Die Zuschauer im vollbesetzten Arrowhead Stadium erlebten eine historische und hochgradig turbulente Anfangsphase bei der FIFA-Fußballweltmeisterschaft 2026. Im ersten Gruppenspiel der Gruppe J zwischen Weltmeister Argentinien und Algerien zappelte der Ball in der Anfangsphase gleich mehrfach im Netz. Das Kuriose daran: Innerhalb von nur acht Minuten wurden zwei erzielte Tore auf beiden Seiten wegen einer Abseitsposition vom Schiedsrichtergespann richtigerweise wieder aberkannt.

Messi-Jubel früh gestoppt: Altmeister knapp im Abseits

Es waren noch keine fünf Minuten auf der Stadionuhr absolviert, als das Stadion zum ersten Mal an diesem Tag explodierte. Nach einem präzisen Steckpass von Sturmkollege Lautaro Martínez an die gegnerische Strafraumkante war es Rekordtorschütze Lionel Messi, der den Ball eiskalt im Netz versenkte. Doch noch ehe der kollektive Torjubel die Ränge des Stadions komplett erfassen konnte, dämpfte der Linienrichter die südamerikanische Euphorie.
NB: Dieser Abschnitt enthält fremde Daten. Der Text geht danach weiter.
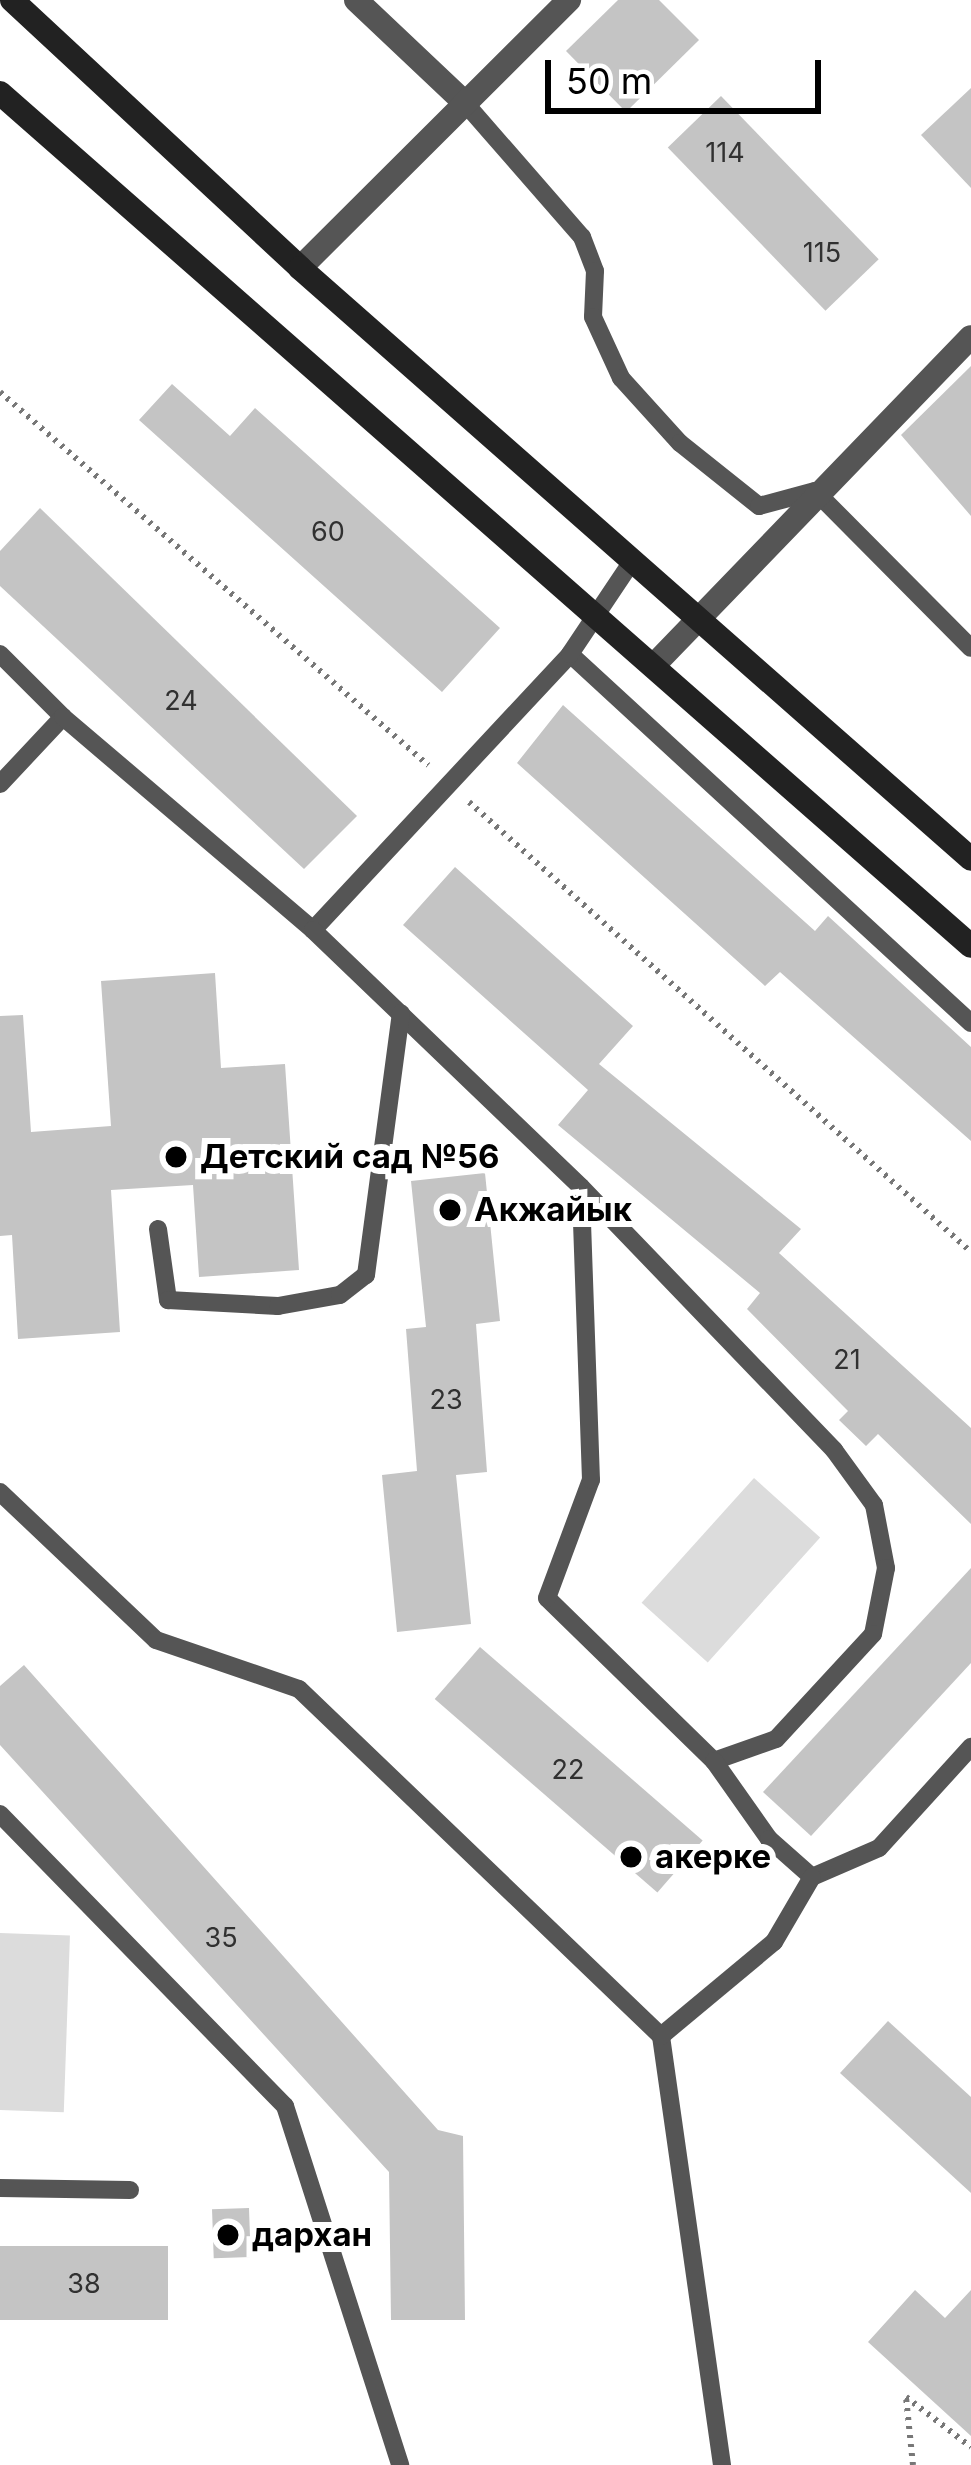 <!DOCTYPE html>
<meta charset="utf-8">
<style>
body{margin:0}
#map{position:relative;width:971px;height:2465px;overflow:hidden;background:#fff;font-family:Inter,sans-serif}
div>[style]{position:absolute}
.green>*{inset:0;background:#dcdcdc;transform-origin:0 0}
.building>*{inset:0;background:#c4c4c4;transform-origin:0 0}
.path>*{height:6px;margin-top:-3px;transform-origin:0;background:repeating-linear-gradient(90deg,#777 0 3px,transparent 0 9px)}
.service>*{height:18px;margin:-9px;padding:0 9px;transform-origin:9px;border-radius:9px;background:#555}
.minor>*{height:24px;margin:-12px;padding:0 12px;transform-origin:12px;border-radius:12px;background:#555}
.secondary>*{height:24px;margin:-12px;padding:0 12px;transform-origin:12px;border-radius:12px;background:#222}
.dots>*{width:33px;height:33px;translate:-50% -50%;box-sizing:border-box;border:6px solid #fff;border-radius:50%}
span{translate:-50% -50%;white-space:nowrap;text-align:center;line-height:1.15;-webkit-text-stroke:12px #fff;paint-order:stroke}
.number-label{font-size:27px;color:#313131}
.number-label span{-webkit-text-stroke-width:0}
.poi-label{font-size:33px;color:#000;font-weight:700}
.left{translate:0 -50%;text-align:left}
.scale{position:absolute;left:545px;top:60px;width:276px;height:54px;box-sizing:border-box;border:6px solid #000;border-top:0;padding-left:15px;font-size:36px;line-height:42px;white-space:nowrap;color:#000;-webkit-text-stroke:9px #fff;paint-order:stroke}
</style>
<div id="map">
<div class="green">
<i style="left:754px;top:1478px;width:89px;height:168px;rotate:42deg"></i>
<i style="left:0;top:1933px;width:70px;height:177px;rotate:2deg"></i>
</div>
<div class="building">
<i style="clip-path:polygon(618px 0,659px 0,699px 40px,626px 112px,566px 51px)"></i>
<i style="clip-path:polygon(971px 88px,971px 188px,921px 135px)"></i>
<i style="left:721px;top:96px;width:227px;height:74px;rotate:46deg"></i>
<i style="clip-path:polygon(971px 366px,971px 516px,901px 435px)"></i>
<i style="clip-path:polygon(172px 384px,230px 436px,255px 408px,500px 628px,442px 692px,139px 420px)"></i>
<i style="clip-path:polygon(40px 508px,357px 816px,304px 869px,0 586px,0 551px)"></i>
<i style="clip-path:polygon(563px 705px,815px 931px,828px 916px,971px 1047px,971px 1141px,780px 972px,765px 986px,517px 763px)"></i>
<i style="clip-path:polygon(455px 867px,633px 1026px,599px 1064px,801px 1229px,779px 1253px,971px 1428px,971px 1524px,878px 1434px,866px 1446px,839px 1420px,848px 1411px,747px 1309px,760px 1293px,558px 1125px,588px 1090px,403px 925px)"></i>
<i style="clip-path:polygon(215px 973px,221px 1068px,285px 1064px,299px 1270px,199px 1277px,193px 1185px,111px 1190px,120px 1332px,18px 1339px,12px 1235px,0 1236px,0 1016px,23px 1015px,31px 1132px,111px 1126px,101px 981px)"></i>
<i style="clip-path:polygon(485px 1173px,500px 1321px,476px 1324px,487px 1472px,456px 1475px,471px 1624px,397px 1632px,382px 1475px,417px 1471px,406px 1329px,426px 1327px,411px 1181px)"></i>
<i style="clip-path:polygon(971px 1568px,971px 1663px,811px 1836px,763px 1792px)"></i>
<i style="left:480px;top:1647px;width:295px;height:69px;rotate:41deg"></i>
<i style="clip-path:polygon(24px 1665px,438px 2130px,463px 2136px,465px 2320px,391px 2320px,389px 2172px,0 1745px,0 1686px)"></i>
<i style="clip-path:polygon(888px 2021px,971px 2097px,971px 2193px,840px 2073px)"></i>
<i style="left:249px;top:2208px;width:49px;height:37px;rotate:88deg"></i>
<i style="left:0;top:2246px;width:168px;height:74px"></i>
<i style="clip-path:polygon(915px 2290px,945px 2318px,971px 2290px,971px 2436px,868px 2342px)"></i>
</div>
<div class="path">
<i style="left:0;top:392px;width:568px;rotate:41.07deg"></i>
<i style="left:469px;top:802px;width:674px;rotate:41.87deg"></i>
<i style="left:913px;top:2465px;width:68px;rotate:-95.9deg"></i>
<i style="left:906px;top:2397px;width:82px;rotate:37.6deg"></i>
</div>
<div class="service">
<i style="left:465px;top:103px;width:178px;rotate:48.9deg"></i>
<i style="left:582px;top:237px;width:36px;rotate:69deg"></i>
<i style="left:595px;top:271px;width:46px;rotate:92.5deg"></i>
<i style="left:593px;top:317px;width:67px;rotate:65.3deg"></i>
<i style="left:621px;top:378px;width:88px;rotate:47.8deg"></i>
<i style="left:680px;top:443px;width:101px;rotate:38.6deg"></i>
<i style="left:759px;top:506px;width:58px;rotate:-15deg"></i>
<i style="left:815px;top:491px;width:221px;rotate:45.2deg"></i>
<i style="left:0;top:654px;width:89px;rotate:45deg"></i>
<i style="left:570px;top:654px;width:545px;rotate:42.62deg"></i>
<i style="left:0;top:784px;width:92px;rotate:-46.8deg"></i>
<i style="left:63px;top:717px;width:328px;rotate:40.4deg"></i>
<i style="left:313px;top:930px;width:377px;rotate:-47deg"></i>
<i style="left:570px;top:654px;width:113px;rotate:-56.2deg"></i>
<i style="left:313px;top:930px;width:371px;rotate:43.8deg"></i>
<i style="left:581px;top:1187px;width:365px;rotate:46.1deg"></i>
<i style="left:834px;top:1450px;width:68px;rotate:54deg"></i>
<i style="left:874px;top:1505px;width:64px;rotate:79.2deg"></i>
<i style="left:886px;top:1568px;width:67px;rotate:101.1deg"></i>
<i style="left:873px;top:1634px;width:143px;rotate:132.7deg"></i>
<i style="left:776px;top:1739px;width:66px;rotate:160.5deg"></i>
<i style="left:714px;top:1761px;width:233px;rotate:-135.7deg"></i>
<i style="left:547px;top:1598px;width:126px;rotate:-69.6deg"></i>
<i style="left:591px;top:1480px;width:293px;rotate:-92deg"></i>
<i style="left:158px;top:1229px;width:72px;rotate:82deg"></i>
<i style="left:168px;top:1300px;width:110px;rotate:3.1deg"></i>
<i style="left:278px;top:1306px;width:63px;rotate:-10.1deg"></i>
<i style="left:340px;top:1295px;width:33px;rotate:-38deg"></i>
<i style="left:366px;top:1275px;width:264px;rotate:-82.4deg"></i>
<i style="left:0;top:1492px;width:215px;rotate:43.5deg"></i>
<i style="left:156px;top:1640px;width:151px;rotate:18.9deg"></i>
<i style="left:299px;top:1689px;width:501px;rotate:43.79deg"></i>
<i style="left:714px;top:1761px;width:95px;rotate:54.8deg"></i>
<i style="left:769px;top:1839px;width:57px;rotate:41.5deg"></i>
<i style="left:812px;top:1877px;width:73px;rotate:-23.4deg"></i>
<i style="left:879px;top:1848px;width:137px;rotate:-47.7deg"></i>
<i style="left:0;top:1814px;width:408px;rotate:45.7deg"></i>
<i style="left:285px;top:2106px;width:377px;rotate:72.2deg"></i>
<i style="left:0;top:2188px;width:130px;rotate:0.9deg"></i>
<i style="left:722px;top:2465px;width:433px;rotate:-98.1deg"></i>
<i style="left:661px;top:2036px;width:147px;rotate:-39.8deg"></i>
<i style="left:774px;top:1942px;width:75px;rotate:-59.7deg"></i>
</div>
<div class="minor">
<i style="left:356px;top:0;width:150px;rotate:43.4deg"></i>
<i style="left:300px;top:268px;width:380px;rotate:-44.9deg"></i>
<i style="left:656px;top:663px;width:453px;rotate:-46deg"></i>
</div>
<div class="secondary">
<i style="left:12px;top:0;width:393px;rotate:42.9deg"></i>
<i style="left:300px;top:268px;width:894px;rotate:41.37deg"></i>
<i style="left:0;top:93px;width:1292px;rotate:41.3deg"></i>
</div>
<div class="dots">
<i style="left:176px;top:1157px;background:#000"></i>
<i style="left:450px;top:1210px;background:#000"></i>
<i style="left:631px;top:1857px;background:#000"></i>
<i style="left:228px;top:2235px;background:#000"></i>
</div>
<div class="number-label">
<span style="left:725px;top:153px">114</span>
<span style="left:822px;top:253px">115</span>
<span style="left:328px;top:532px">60</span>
<span style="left:181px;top:701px">24</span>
<span style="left:847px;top:1360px">21</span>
<span style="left:446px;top:1400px">23</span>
<span style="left:568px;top:1770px">22</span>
<span style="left:221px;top:1938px">35</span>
<span style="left:84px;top:2284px">38</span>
</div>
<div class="poi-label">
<span class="left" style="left:200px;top:1157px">Детский сад №56</span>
<span class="left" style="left:474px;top:1210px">Акжайык</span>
<span class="left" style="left:655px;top:1857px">акерке</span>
<span class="left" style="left:252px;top:2235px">дархан</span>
</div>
<div class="scale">50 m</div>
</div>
Die Fahne des Unparteiischen ging sofort nach oben. Die Zeitlupen und die computergestützten Systeme bestätigten die Entscheidung prompt: Beim Zuspiel stand der Altmeister Lionel Messi hauchdünn im Abseits, weshalb die Entscheidung, das Tor nicht anzuerkennen, vollkommen korrekt war. Somit blieb es in der zweiten Spielminute vorerst beim torlosen 0:0-Unentschieden.

Algerien kontert Abseits-Schock und trifft zur vermeintlichen Führung

Nur wenige Zeigerumdrehungen später, in der achte Spielminute, spielte sich das exakt gleiche Drama auf der Gegenseite ab. Nach einer starken Aktion des jungen Bundesligaspielers Ibrahim Maza, der den Ball behauptete und auf Farès Chaibi weiterleitete, jubelten plötzlich die Wüstenfüchse. Doch auch dieses Tor Algeriens wurde aufgrund einer verbotenen Position von Chaibi im Moment des Abspiels umgehend einkassiert, wodurch Argentinien der kalten Dusche entging.

Algerien ließ sich von diesem doppelten Abseits-Fluch der Anfangsphase jedoch keineswegs entmutigen und schlug kurz darauf regulär zu. Erneut bekam das Toptalent Ibrahim Maza im Mittelfeld zu viel Raum zugestanden, konnte das Spielgerät ungestört schleppen und bediente den startenden Chaibi perfekt auf der linken Strafraumseite. Der Frankfurter Angreifer fackelte nicht lange:

  • Chaibi benötigte im gegnerischen Sechzehner lediglich zwei Ballkontakte.
  • Er versenkte das Leder aus rund 13 Metern Entfernung präzise im Netz.
  • Der Ball schlug flach im unten linken Eck des argentinischen Gehäuses ein.

Doch auch dieser Treffer wurde nach der Überprüfung durch das Schiedsrichtergespann aberkannt.